(Task to complete): Using the entries below, output exactly the lines from the one containing "For a GIS import: Describe" through the final line, both included, and no others.

(Dataset entries)
-- Opening Marker --

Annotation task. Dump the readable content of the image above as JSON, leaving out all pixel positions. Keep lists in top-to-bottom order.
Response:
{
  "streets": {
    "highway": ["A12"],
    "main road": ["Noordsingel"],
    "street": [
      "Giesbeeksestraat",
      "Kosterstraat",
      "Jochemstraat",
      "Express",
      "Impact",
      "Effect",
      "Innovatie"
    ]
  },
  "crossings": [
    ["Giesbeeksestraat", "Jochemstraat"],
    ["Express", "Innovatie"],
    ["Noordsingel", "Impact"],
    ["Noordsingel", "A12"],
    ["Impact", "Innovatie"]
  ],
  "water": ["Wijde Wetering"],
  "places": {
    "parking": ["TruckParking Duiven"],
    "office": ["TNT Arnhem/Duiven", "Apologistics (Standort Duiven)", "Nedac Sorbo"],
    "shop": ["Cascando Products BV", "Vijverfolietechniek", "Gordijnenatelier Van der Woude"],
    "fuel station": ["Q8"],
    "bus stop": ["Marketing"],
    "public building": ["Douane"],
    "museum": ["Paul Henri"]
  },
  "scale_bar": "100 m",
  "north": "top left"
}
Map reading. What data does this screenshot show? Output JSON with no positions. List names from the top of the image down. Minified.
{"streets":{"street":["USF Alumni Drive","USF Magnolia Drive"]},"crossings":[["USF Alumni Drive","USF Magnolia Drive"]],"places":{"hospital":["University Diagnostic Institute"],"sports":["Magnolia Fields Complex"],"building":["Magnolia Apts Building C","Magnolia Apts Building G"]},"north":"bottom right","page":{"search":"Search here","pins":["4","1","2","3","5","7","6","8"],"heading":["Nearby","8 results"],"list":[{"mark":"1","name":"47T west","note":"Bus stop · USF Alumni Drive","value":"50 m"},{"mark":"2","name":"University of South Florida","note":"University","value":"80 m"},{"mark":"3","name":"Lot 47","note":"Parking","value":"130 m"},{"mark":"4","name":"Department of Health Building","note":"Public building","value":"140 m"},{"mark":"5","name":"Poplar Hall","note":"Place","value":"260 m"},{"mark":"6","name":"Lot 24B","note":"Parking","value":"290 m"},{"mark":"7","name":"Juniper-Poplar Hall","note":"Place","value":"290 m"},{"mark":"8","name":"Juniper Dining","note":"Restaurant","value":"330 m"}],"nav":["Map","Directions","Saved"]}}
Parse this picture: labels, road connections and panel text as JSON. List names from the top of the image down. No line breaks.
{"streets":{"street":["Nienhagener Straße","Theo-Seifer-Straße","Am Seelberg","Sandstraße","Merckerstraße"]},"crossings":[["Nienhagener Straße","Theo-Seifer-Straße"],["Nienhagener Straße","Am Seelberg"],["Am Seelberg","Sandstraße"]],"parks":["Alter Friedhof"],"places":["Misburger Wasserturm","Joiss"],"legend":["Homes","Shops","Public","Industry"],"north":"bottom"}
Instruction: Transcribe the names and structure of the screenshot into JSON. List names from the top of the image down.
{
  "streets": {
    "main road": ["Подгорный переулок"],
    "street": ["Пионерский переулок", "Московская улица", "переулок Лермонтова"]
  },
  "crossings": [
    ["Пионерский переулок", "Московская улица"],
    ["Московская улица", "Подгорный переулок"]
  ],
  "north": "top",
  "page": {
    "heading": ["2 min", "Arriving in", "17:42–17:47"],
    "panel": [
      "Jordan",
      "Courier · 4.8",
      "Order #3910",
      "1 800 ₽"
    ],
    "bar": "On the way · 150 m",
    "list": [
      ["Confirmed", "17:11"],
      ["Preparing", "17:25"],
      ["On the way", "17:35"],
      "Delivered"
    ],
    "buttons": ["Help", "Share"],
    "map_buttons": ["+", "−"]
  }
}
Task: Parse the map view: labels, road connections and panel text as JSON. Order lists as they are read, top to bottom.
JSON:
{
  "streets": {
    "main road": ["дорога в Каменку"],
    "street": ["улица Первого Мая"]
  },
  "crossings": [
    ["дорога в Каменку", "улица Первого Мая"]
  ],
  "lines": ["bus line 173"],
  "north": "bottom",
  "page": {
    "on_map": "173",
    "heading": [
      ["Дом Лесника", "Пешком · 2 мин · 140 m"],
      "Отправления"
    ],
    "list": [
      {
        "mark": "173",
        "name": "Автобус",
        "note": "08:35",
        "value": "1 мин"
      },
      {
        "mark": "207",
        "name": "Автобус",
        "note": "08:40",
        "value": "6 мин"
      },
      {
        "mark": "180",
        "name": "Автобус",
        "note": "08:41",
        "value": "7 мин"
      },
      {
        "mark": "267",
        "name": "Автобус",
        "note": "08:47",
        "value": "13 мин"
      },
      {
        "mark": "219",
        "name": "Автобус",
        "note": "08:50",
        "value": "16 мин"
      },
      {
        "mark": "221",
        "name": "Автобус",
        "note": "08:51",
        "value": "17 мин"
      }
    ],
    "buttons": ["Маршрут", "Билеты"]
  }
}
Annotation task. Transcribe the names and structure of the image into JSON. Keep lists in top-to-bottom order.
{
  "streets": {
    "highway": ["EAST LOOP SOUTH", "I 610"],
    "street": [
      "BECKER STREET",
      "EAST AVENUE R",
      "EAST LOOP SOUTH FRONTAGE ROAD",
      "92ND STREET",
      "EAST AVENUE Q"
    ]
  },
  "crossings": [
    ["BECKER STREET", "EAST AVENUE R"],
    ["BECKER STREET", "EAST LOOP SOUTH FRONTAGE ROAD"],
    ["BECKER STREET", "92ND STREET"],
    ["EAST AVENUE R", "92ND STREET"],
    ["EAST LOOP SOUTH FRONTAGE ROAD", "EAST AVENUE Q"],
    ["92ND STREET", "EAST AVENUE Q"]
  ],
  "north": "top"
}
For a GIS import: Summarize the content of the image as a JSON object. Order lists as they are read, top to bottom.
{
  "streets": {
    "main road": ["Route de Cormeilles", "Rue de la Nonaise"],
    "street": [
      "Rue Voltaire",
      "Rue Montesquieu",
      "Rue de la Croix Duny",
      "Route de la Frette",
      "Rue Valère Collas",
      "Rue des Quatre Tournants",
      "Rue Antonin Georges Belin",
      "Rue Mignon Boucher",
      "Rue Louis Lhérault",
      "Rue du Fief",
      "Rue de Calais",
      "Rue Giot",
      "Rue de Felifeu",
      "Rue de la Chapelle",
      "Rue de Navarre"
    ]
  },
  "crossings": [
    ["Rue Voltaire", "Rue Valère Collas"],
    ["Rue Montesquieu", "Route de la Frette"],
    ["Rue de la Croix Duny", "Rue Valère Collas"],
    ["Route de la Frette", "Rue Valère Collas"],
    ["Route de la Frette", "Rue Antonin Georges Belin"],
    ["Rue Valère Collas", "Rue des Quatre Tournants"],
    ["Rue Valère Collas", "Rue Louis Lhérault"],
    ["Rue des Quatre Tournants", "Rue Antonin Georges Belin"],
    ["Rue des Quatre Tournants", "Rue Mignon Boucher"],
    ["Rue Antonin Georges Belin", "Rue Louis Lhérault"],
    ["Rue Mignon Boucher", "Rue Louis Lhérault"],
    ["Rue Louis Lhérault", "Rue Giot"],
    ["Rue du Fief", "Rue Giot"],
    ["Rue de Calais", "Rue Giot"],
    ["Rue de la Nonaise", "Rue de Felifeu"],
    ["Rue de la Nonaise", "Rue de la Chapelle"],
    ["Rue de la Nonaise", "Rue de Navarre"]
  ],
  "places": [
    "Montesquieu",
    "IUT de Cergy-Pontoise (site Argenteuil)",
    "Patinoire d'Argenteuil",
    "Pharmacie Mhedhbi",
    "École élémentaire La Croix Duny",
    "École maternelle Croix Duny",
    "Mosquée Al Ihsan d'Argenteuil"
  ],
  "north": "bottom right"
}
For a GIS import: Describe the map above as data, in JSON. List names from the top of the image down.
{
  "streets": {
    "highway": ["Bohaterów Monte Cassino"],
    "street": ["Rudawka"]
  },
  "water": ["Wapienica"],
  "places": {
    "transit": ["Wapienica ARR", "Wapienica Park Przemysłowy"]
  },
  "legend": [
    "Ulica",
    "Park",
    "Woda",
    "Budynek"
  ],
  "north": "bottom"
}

-- Closing Marker --

(Result below):
For a GIS import: Describe the map above as data, in JSON. List names from the top of the image down.
{
  "streets": {
    "highway": ["Bohaterów Monte Cassino"],
    "street": ["Rudawka"]
  },
  "water": ["Wapienica"],
  "places": {
    "transit": ["Wapienica ARR", "Wapienica Park Przemysłowy"]
  },
  "legend": [
    "Ulica",
    "Park",
    "Woda",
    "Budynek"
  ],
  "north": "bottom"
}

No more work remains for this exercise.